For today's #showcase-sunday I am returning to a post on trust from about two years ago. I see trust as an increasingly important component of the internet and something that the blockchains will increasingly look to question. Currently they are approaching it from the transactional standpoint alone, but eventually through webs of trust and trustless networks, a much higher degree of trust could form between unknown parties in a trustless network.
This might scare many people and rightly so perhaps as we have become accustomed to living in a world where there are very few consequesnces to our online behaviors, even though much more of our lives are getting lived online. As I mentioned about the new digitial economies, the more our lives and earnings get pushed into the realm of digital streams, the more important trusted relationships will become.
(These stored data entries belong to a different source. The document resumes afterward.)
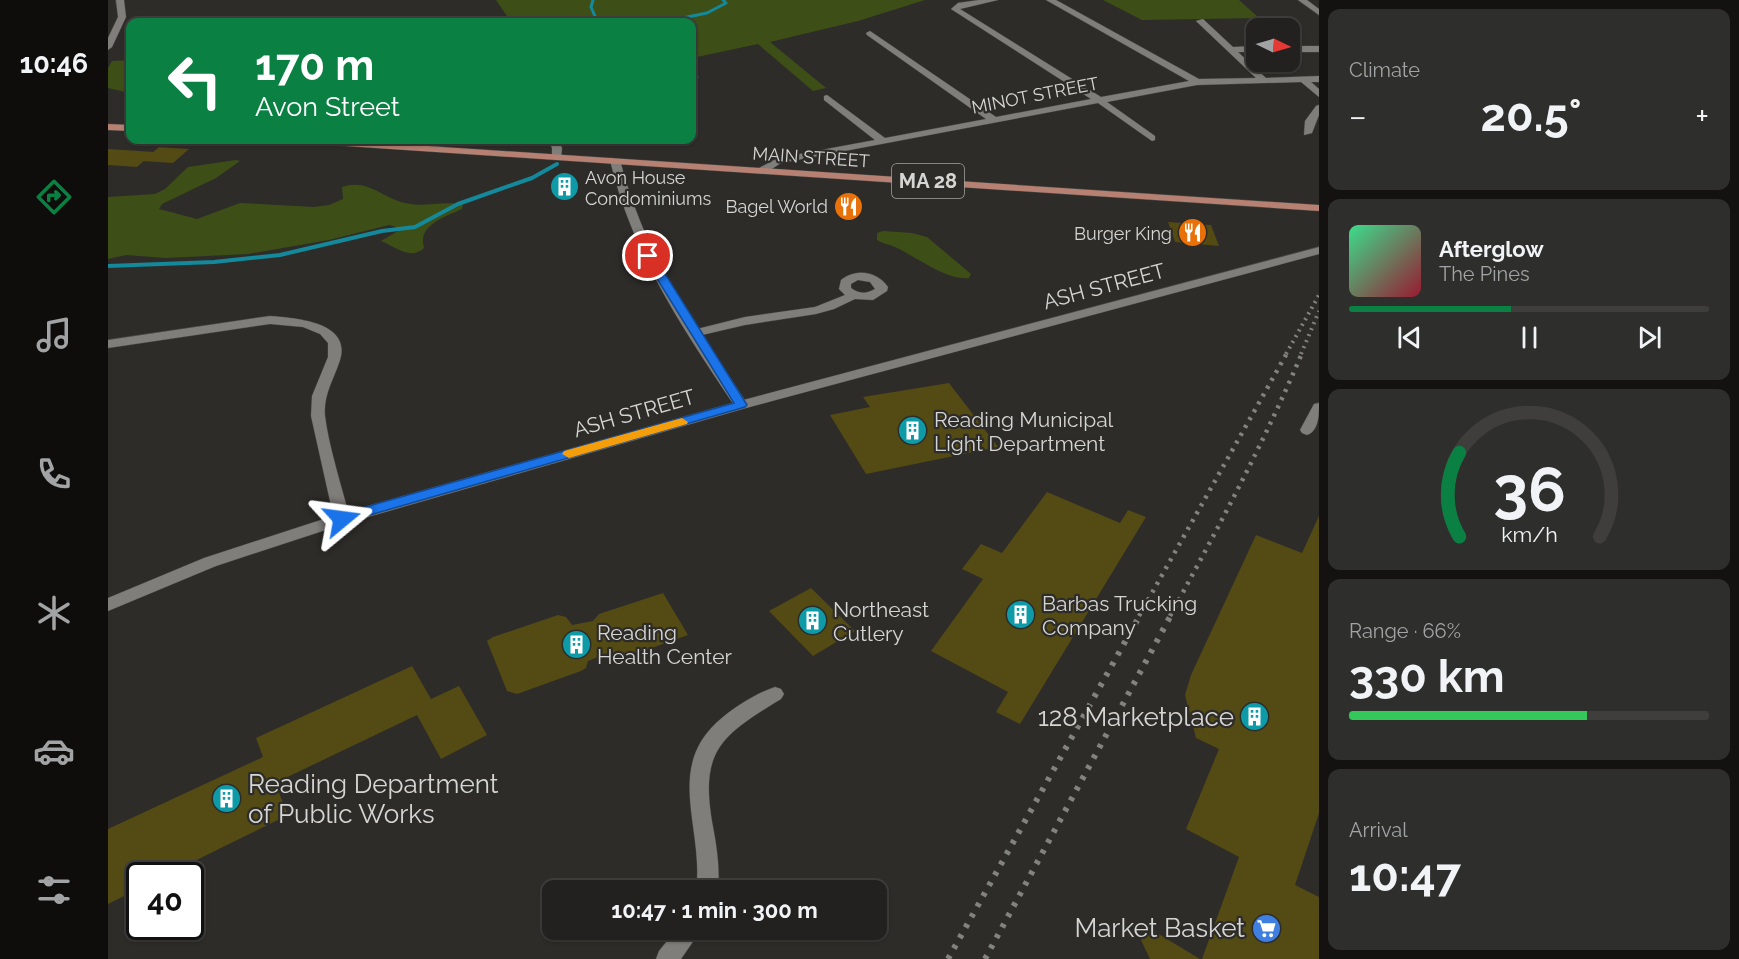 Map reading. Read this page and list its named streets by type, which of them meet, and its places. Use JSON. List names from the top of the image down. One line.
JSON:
{"streets":{"main road":["MAIN STREET","MA 28"],"street":["MINOT STREET","ASH STREET"]},"crossings":[["MINOT STREET","MAIN STREET"]],"places":{"building":["Avon House Condominiums","Reading Municipal Light Department","Barbas Trucking Company","Northeast Cutlery","Reading Health Center","128 Marketplace","Reading Department of Public Works"],"restaurant":["Bagel World","Burger King"],"supermarket":["Market Basket"]},"north":"right","page":{"tabs":"10:46","tile":["Climate",["Range · 66%","330 km"],["Arrival","10:47"]],"turn":["170 m","Avon Street"],"heat":["−","20.5°","+"],"song":["Afterglow","The Pines"],"limit":"40","trip":"10:47 · 1 min · 300 m","gauge":["36","km/h"]}} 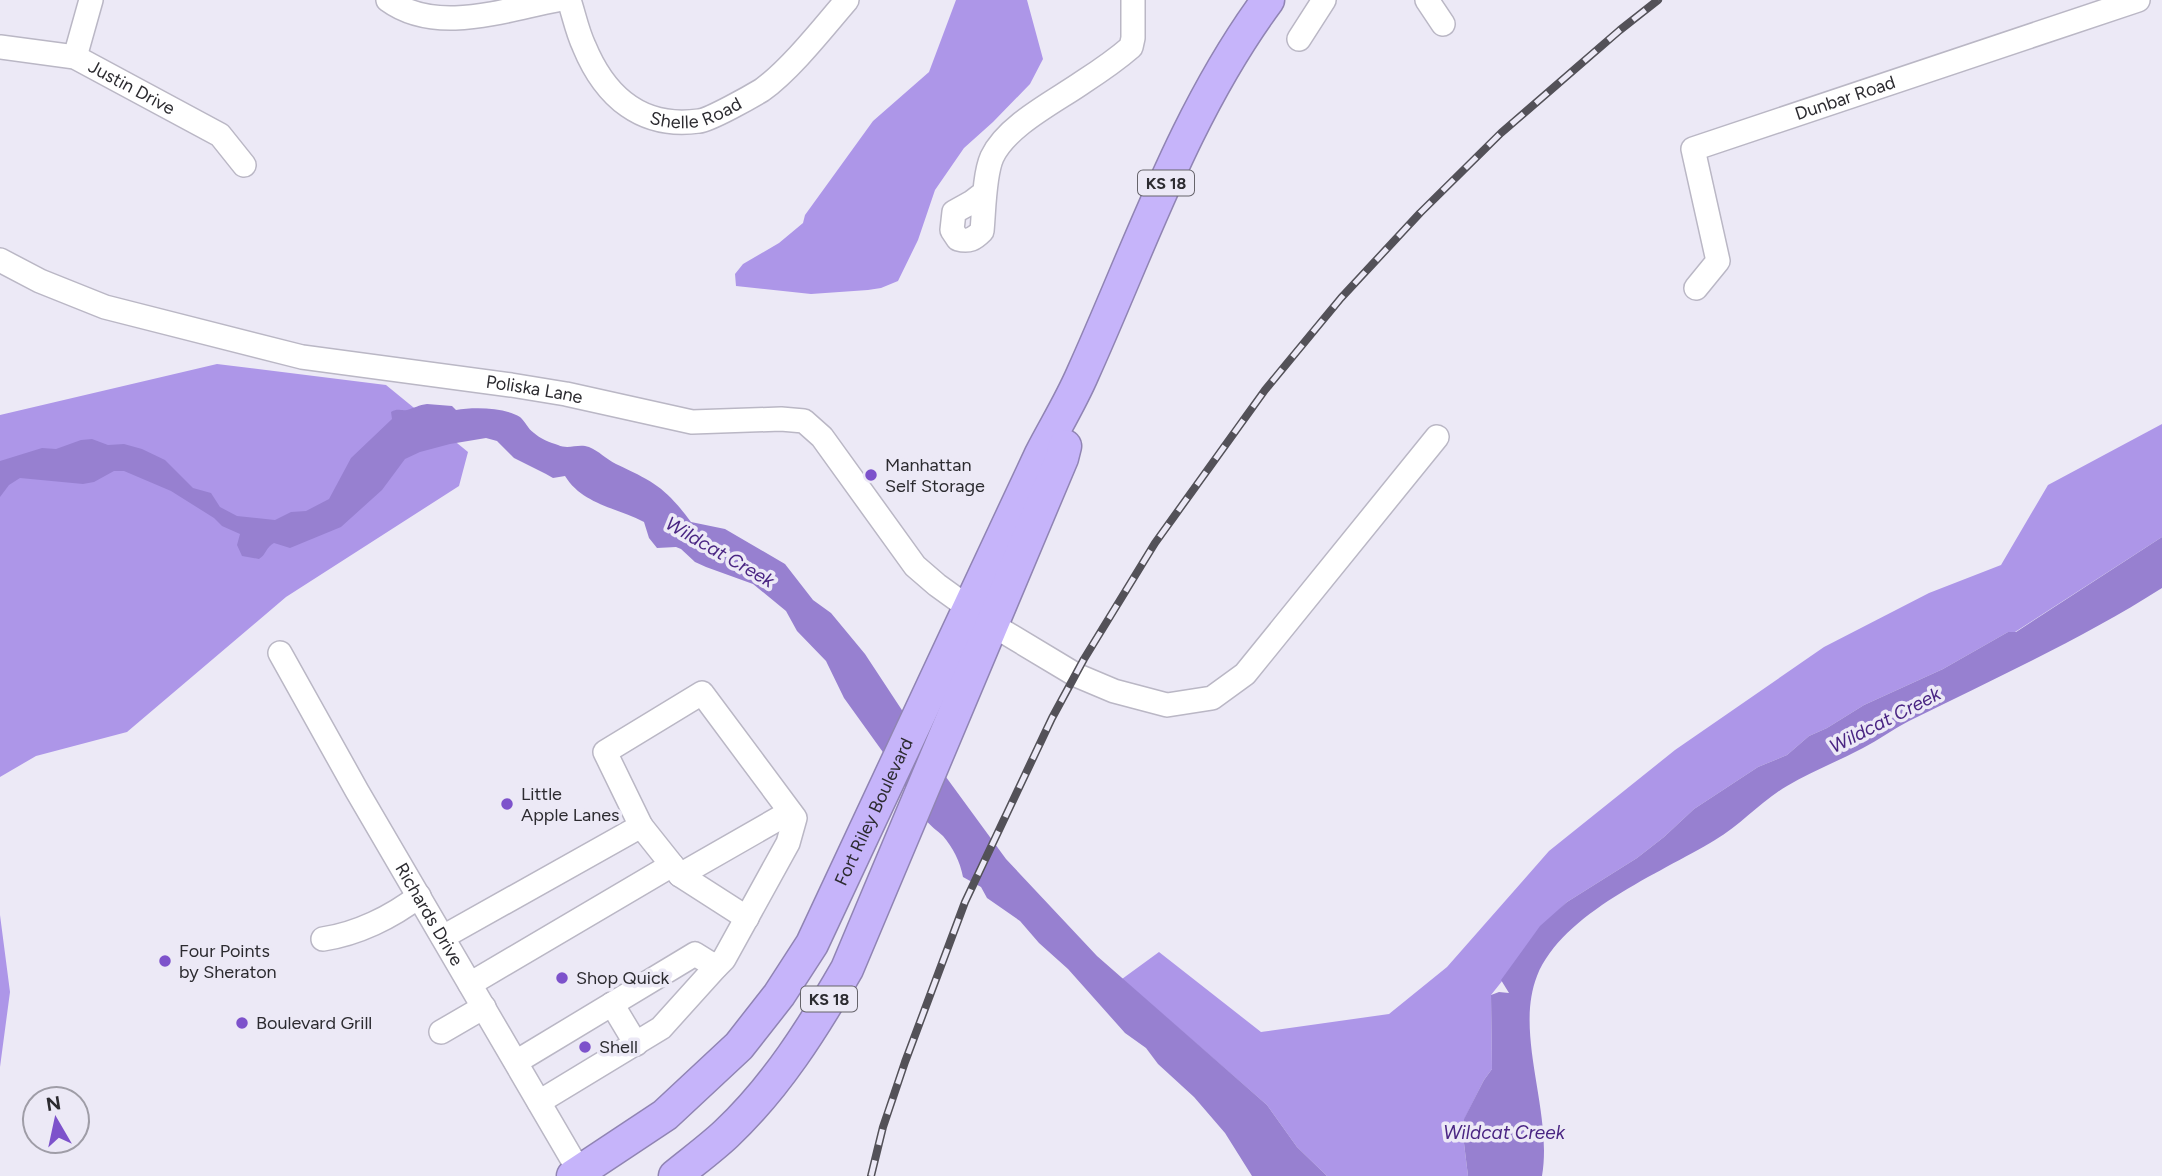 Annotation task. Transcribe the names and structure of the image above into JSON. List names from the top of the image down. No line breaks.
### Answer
{"streets":{"highway":["KS 18","Fort Riley Boulevard"],"street":["Justin Drive","Dunbar Road","Shelle Road","Poliska Lane","Richards Drive"]},"crossings":[["Poliska Lane","Fort Riley Boulevard"],["Fort Riley Boulevard","Richards Drive"]],"water":["Wildcat Creek"],"places":["Manhattan Self Storage","Little Apple Lanes","Four Points by Sheraton","Shop Quick","Boulevard Grill","Shell"],"north":"top"} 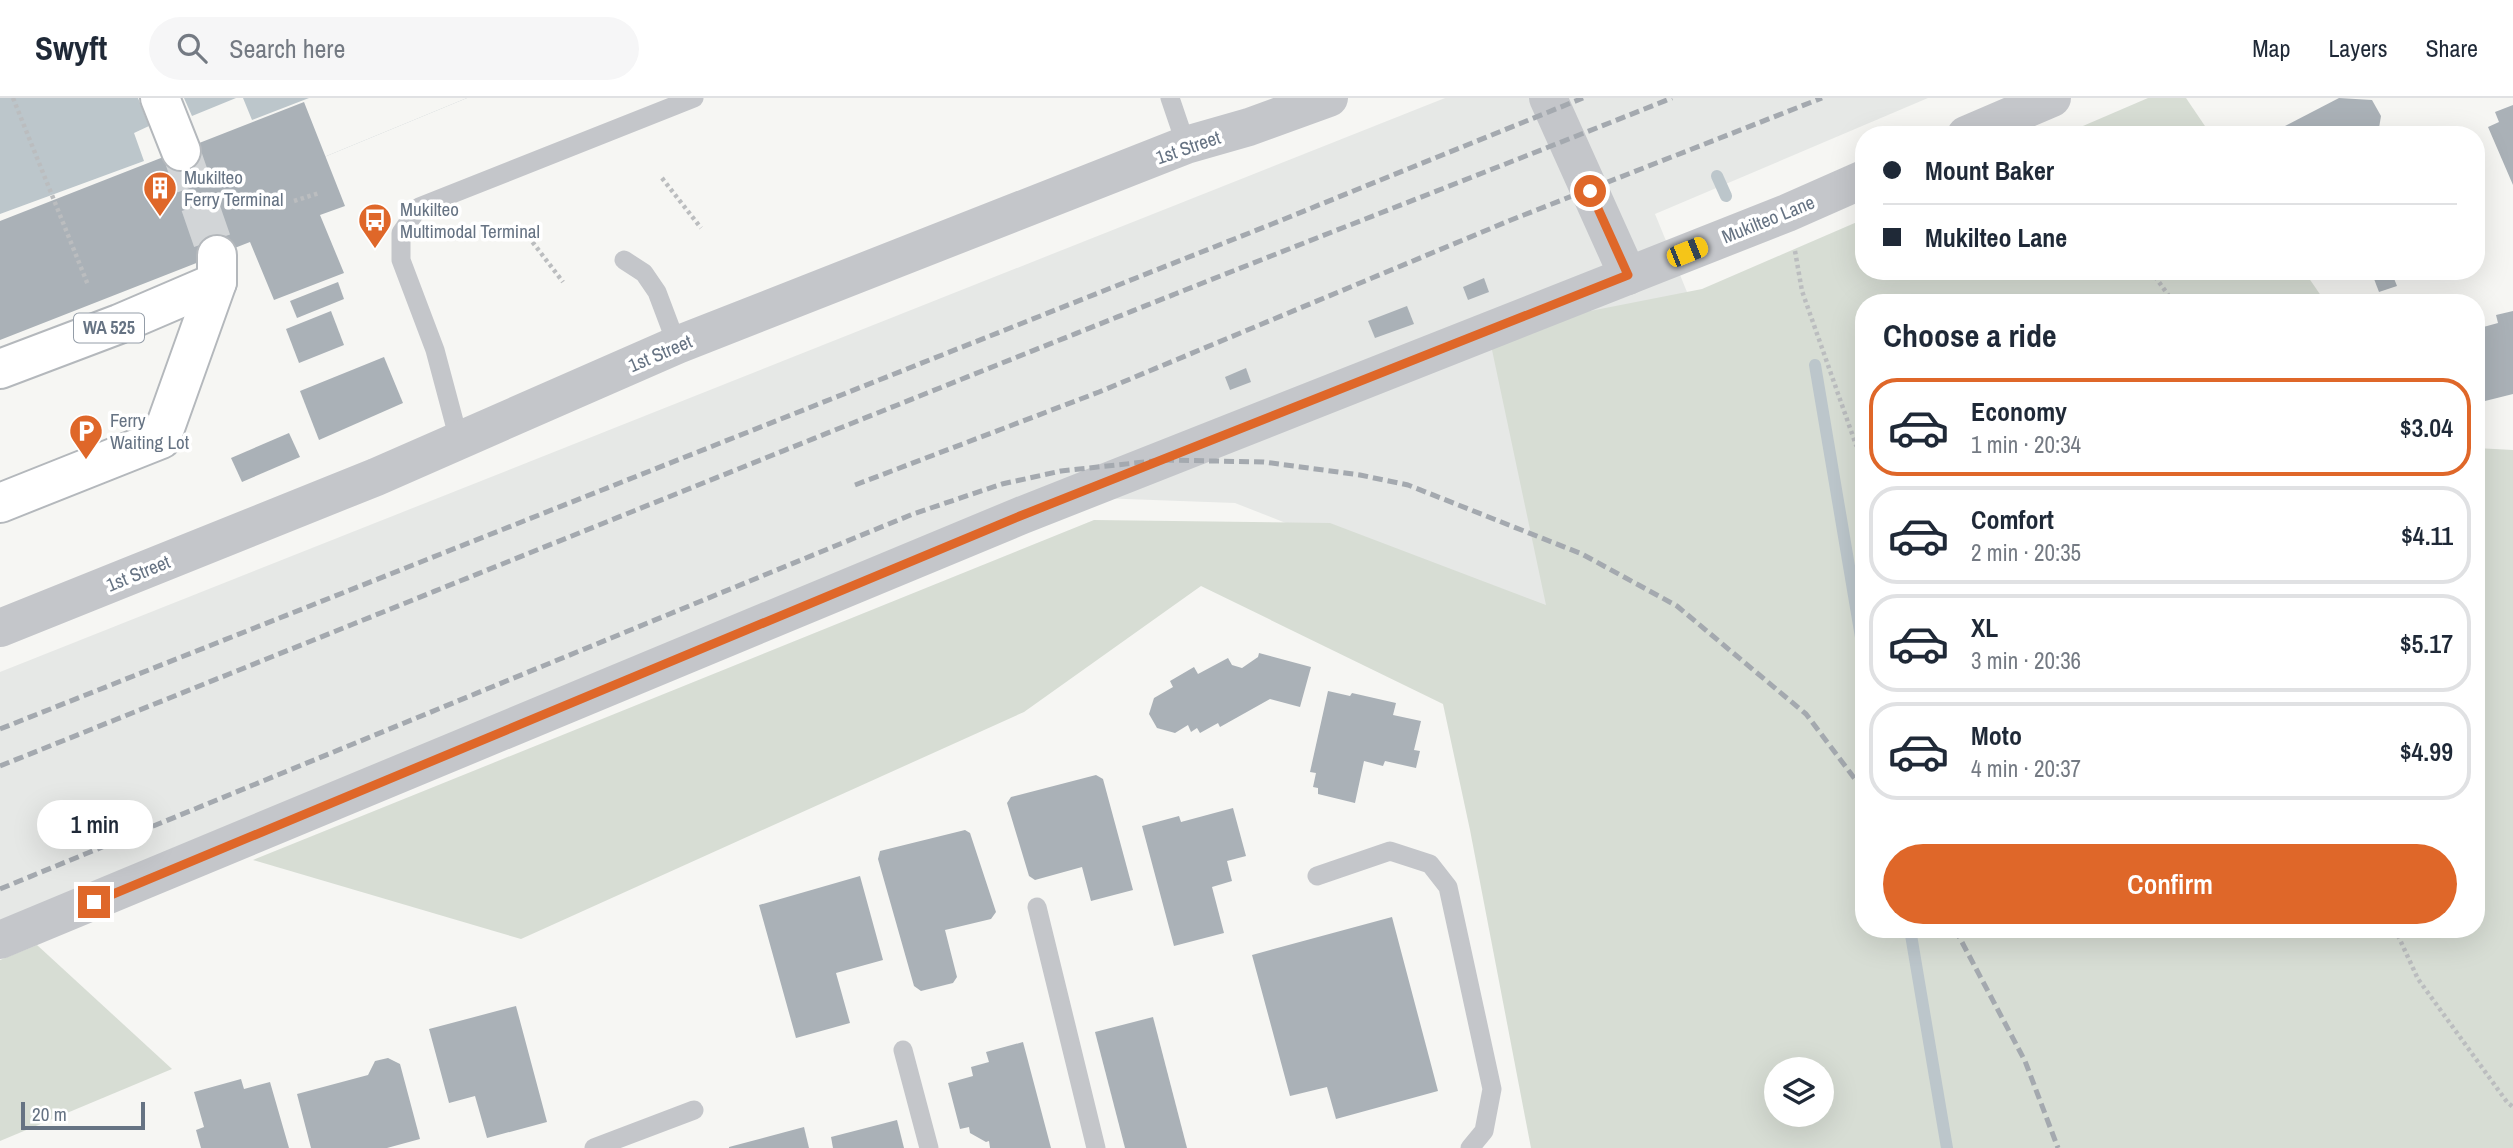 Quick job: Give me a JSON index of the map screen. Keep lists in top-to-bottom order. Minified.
{"streets":{"main road":["WA 525"],"street":["1st Street","Mukilteo Lane"]},"places":{"building":["Mukilteo Ferry Terminal"],"bus stop":["Mukilteo Multimodal Terminal"],"parking":["Ferry Waiting Lot"]},"scale_bar":"20 m","page":{"header":"Swyft","search":"Search here","nav":["Map","Layers","Share"],"banner":["Mount Baker","Mukilteo Lane"],"heading":"Choose a ride","list":[{"name":"Economy","note":"1 min · 20:34","value":"$3.04"},{"name":"Comfort","note":"2 min · 20:35","value":"$4.11"},{"name":"XL","note":"3 min · 20:36","value":"$5.17"},{"name":"Moto","note":"4 min · 20:37","value":"$4.99"}],"bubble":"1 min","buttons":"Confirm","scale":"20 m"}}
Trust issues: learning to trust again
In this world, we are all anonymous.
You think you know me, you think you know what I am like? Do you think you know what your friend is like, your family?
I was talking with a friend last night who said, "I don't trust many people", and I replied,
you don't trust anyone.
This may require a tiny bit of clarification but before I do that, do you trust anyone? Who are they and why do you trust them?
Flaws in judgement
So, the reason we don't actually trust anyone is because who we are actually trusting is ourselves. We are trusting our ability to judge someone's character based on the way we have read the cues exhibited. We transcribe our trust to someone after we have evaluated them through our filters.
Nearly everyone thinks that they are a good judge of character, yet time and time again this is proven false as others 'break trust'. No one can break your trust, all they can do is act differently to your evaluation and acknowledge the conflict. The blame of "broken trust" lays solely on the individual who feels that they have been wronged.
Who was in the wrong really, as if you look at the act of breaking trust, it is actually that someone behaved differently than expected and to say they are in the wrong is to say that they should conform to your expectations. What happens to "be yourself" when in practice that means, 'as long as you do what is expected of you'?
Cooperation and punishment
This is the problem with trust as it is really only a one-sided concept but involves more than one person. It is the cooperation between numbers that builds a community and for that cooperation to take place, it does require having trust in each, even though it is only the trusting of one's own evaluated opinion of the other.
We have evolved as social beings that have been successful because of our ability to form groups and work together toward a common goal. This cooperation is dependent on having the belief that each participant will act in the best interest of the group and most do as to do otherwise, is to lose the support of the group.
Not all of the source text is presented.